Aku tidak sempat terbawa perasaan terlalu lama. Rhys harus tahu tentang kehamilanku. Harus! Sebab hidup ini tidak menentu. Aku bukan peramal yang bisa melihat apa yang pasti terjadi besok, nanti, dua jam ke depan.

Brady sudah melepasku. Itu artinya tidak ada lagi alasan untuk terus menahan diri di sini.

“Hei, naik!”

Langkahku mundur, mengerut kening saat melihat kalau yang sedang meneriakiku bersamaan dengan kaca jendela mobil yang turun adalah Lui. Kakiku bahkan belum membawaku sampai ke gedung seberang.

Menoleh ke belakang, coba kucari-cari keberadaan Brady yang mana tahu masih memantau.

“Moon Holloway, naik!”

Nama itu asing, namun setiap kali mereka yang menyebut memanggil begitu, pasti kepalaku langsung mencari sumber suara.

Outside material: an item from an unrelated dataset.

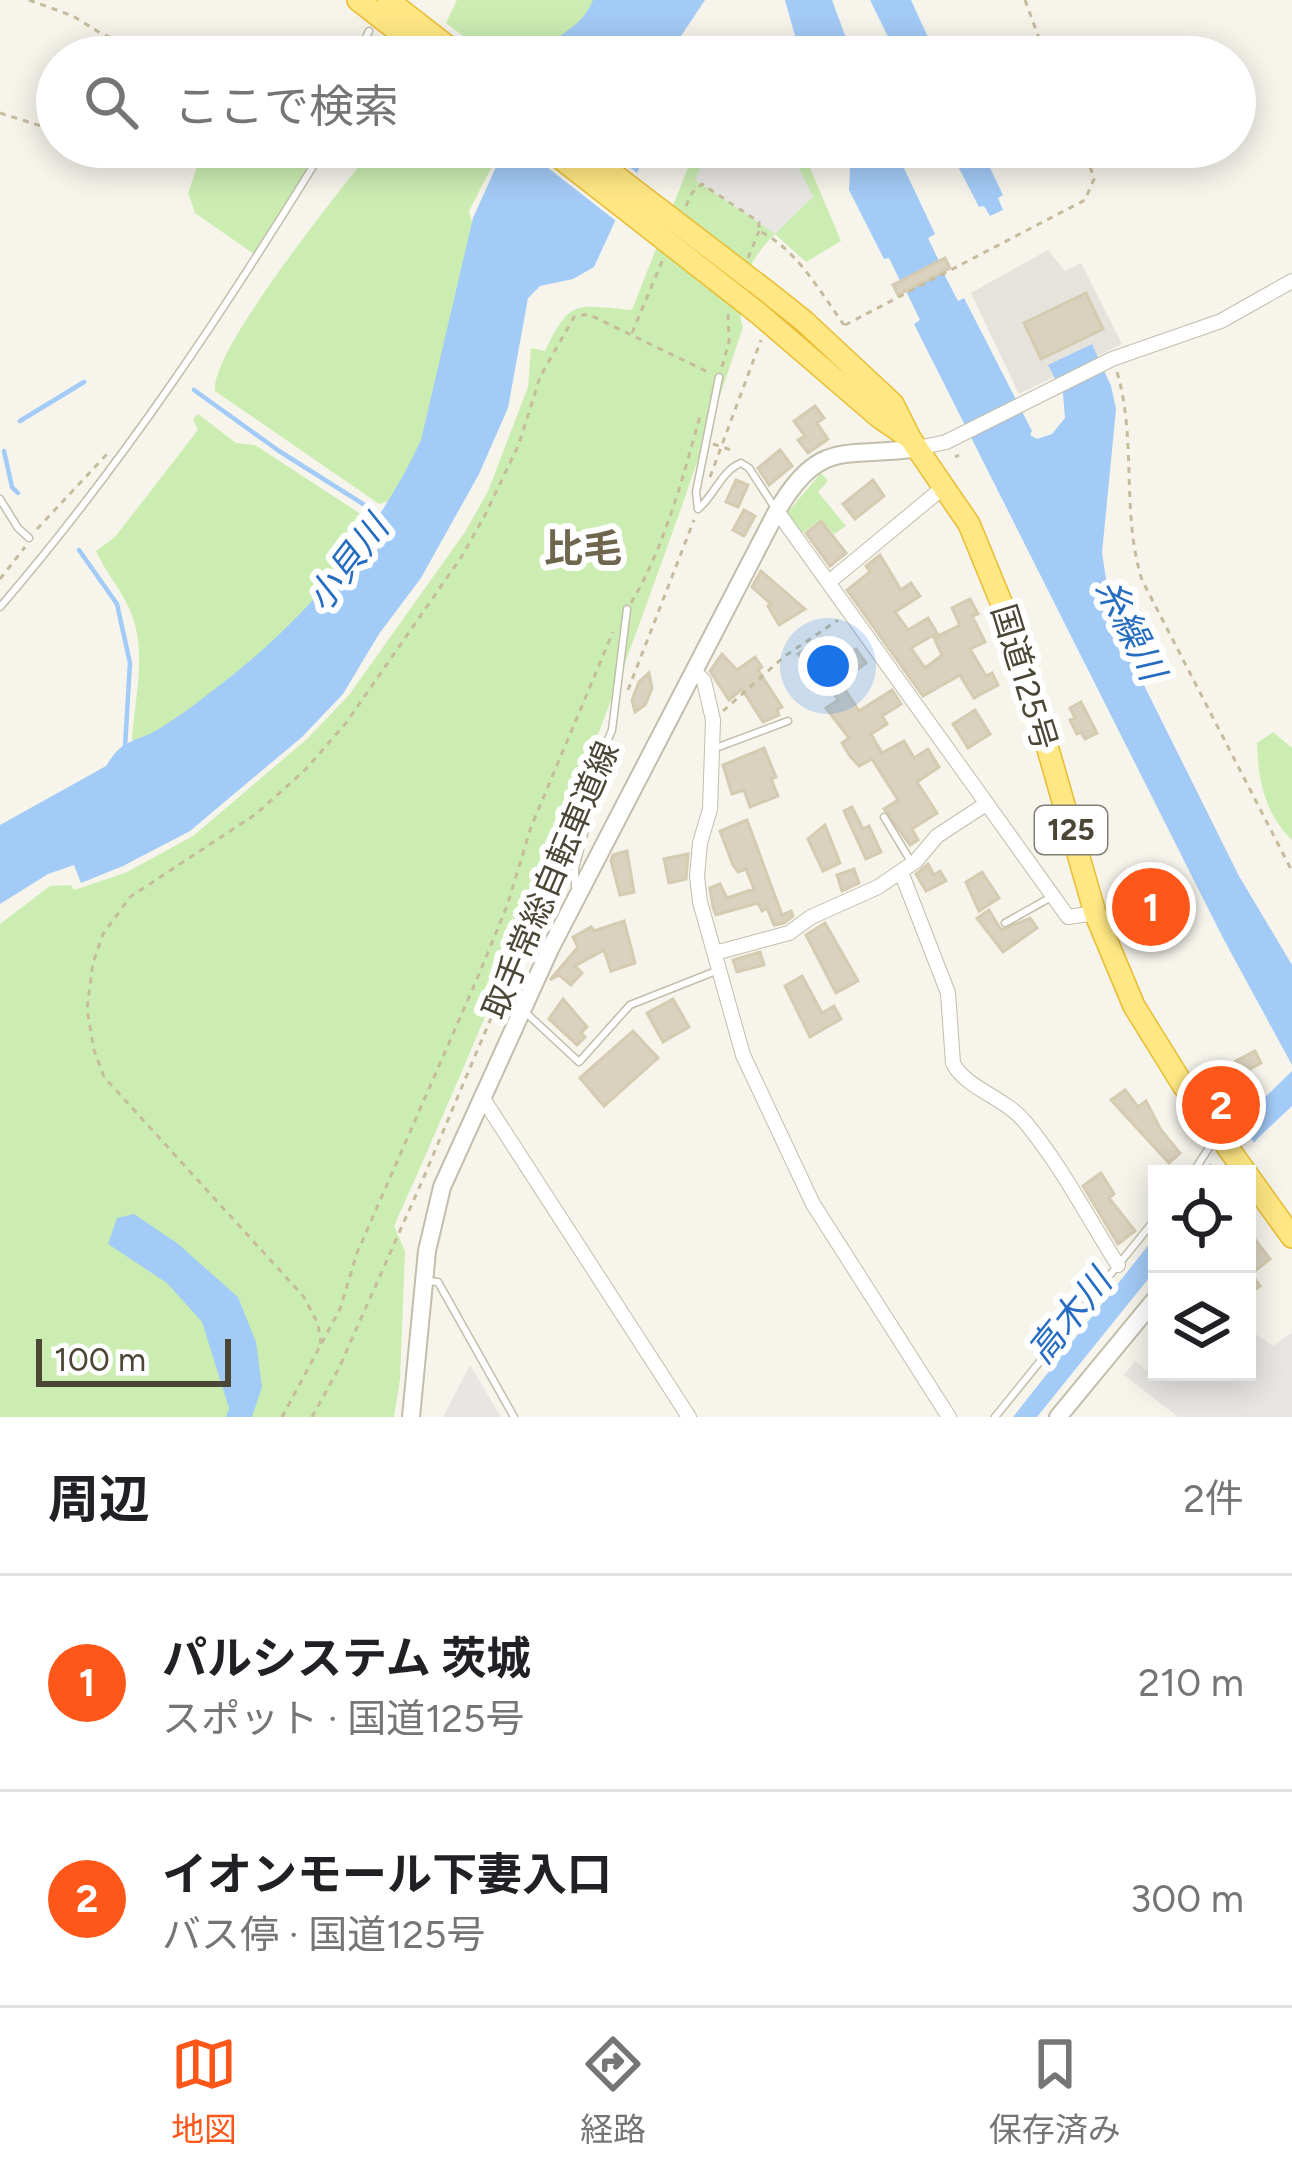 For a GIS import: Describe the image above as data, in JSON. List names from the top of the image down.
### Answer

“Apa bedanya pergi bersamamu dengan naik mobil yang sudah Brady siapkan untukku?” Bertanya begitu memang, namun tanganku membuka pintu dan naik tanpa ragu-ragu.

“Dia akan mengacau.”

“Aku tidak paham. Bicara yang jelas.”

Lui melirikku sekilas. Mendekat dan di detik itu juga aku sadar belum mengenakan sabuk pengaman. Saat kugapai, bersamaan dengan tangan Lui hingga kami saling tersentuh.

“Brady bisa mengulangi kesalahan yang sama.” Lui menjelaskan di depan wajahku sambil memasangkan sabuk pengaman ke tubuhku. “Bisa jadi sopir yang dia beri perintah malah berganti dengan orang lain. Seperti waktu itu. Kau lupa?”

“Ah, aku ingat.” Walau aku yakin Brady tidak mungkin mengulang kesalahan yang sama. Dia sangat menyesal saat peristiwa itu menimpaku hingga membuat punggungku cidera cukup parah.

Dan Lui selalu asal saja main kecup. Dia mencium kening dan bibirku cepat-cepat. Sebelum sempat aku sadar bahwa dia punya niat kotor padaku.

“Kau—”

“Karena harus berhadapan dengan Rhys, aku mundur dengan cepat. Jika itu Brady, aku siap berjuang sampai akhir.”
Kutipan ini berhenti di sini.